WHAT IS BEING ASKED:
Would you copy out exactly the lines of the listing below, beginning with the one that contains "Describe the image" and ending with the last?

EXTRACTED RECORDS:
BEGIN
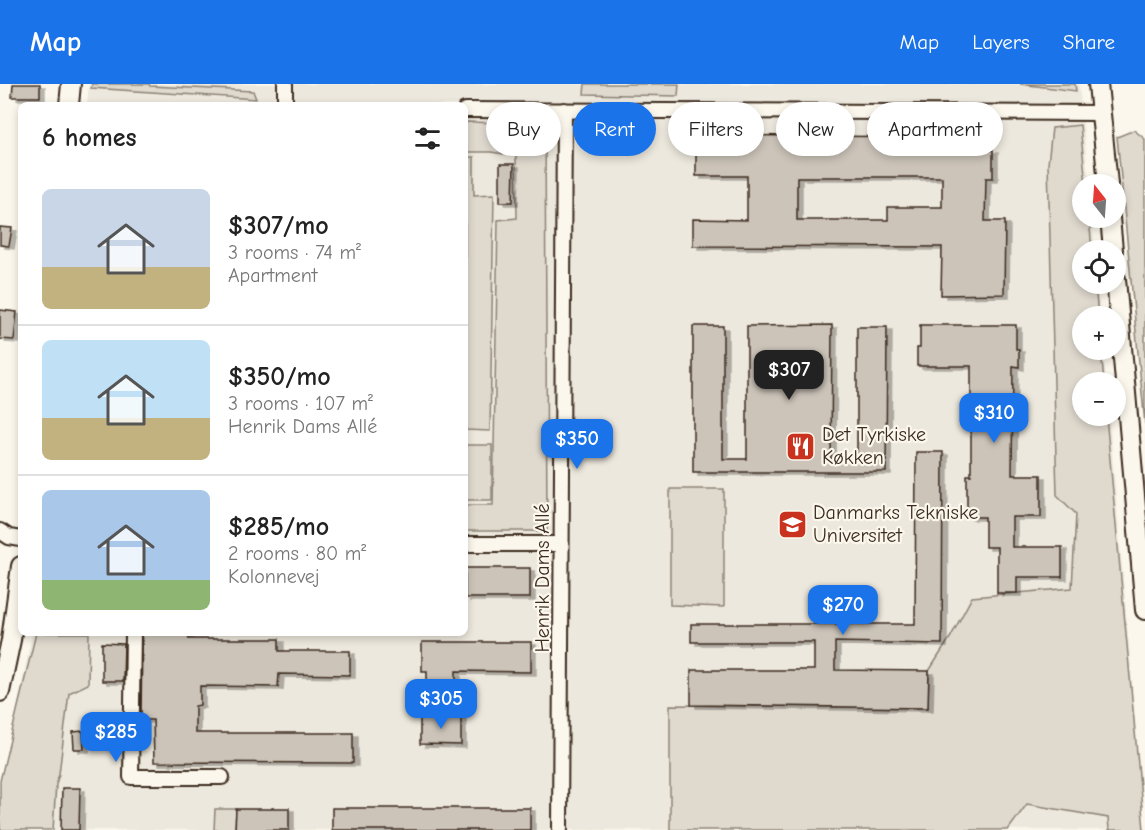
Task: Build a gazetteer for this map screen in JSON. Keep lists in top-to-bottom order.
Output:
{
  "streets": {
    "street": ["Henrik Dams Allé"]
  },
  "places": {
    "restaurant": ["Det Tyrkiske Køkken"],
    "school or university": ["Danmarks Tekniske Universitet"]
  },
  "north": "top",
  "page": {
    "header": "Map",
    "nav": ["Map", "Layers", "Share"],
    "chip": [
      "Buy",
      "Rent",
      "Filters",
      "New",
      "Apartment"
    ],
    "heading": "6 homes",
    "map_buttons": ["+", "−"],
    "list": [
      {
        "name": "$307/mo",
        "note": "3 rooms · 74 m² · Apartment"
      },
      {
        "name": "$350/mo",
        "note": "3 rooms · 107 m² · Henrik Dams Allé"
      },
      {
        "name": "$285/mo",
        "note": "2 rooms · 80 m² · Kolonnevej"
      }
    ],
    "price": [
      "$307",
      "$310",
      "$350",
      "$270",
      "$305",
      "$285"
    ]
  }
}
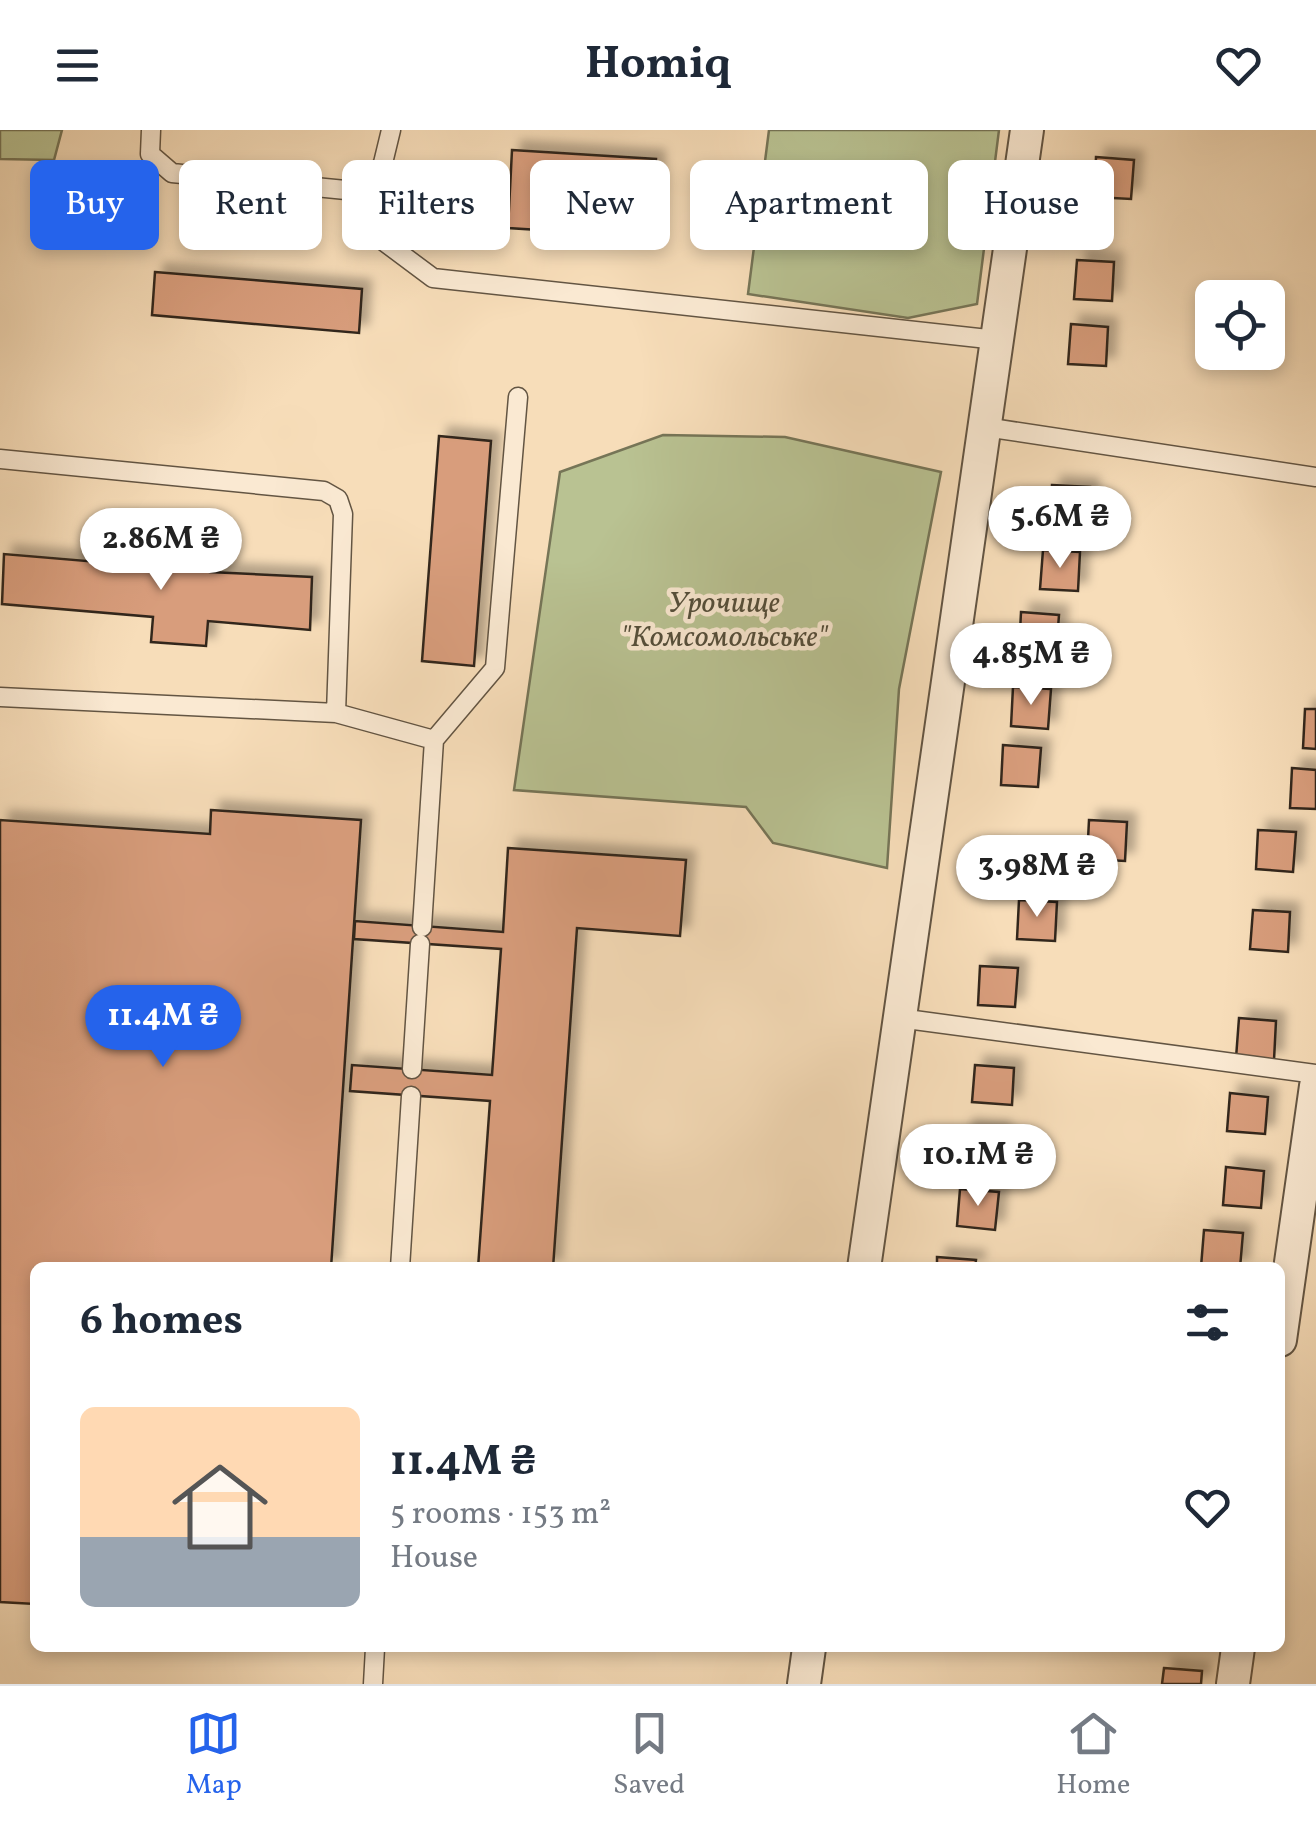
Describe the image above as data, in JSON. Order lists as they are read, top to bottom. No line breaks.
{"parks":["Урочище \"Комсомольське\""],"page":{"header":"Homiq","chip":["Buy","Rent","Filters","New","Apartment","House"],"price":["5.6M ₴","2.86M ₴","4.85M ₴","3.98M ₴","11.4M ₴","10.1M ₴"],"heading":"6 homes","list":[{"name":"11.4M ₴","note":"5 rooms · 153 m² · House"}],"tabs":["Map","Saved","Home"]}}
END
TASK RESULT:
Describe the image above as data, in JSON. Order lists as they are read, top to bottom. No line breaks.
{"parks":["Урочище \"Комсомольське\""],"page":{"header":"Homiq","chip":["Buy","Rent","Filters","New","Apartment","House"],"price":["5.6M ₴","2.86M ₴","4.85M ₴","3.98M ₴","11.4M ₴","10.1M ₴"],"heading":"6 homes","list":[{"name":"11.4M ₴","note":"5 rooms · 153 m² · House"}],"tabs":["Map","Saved","Home"]}}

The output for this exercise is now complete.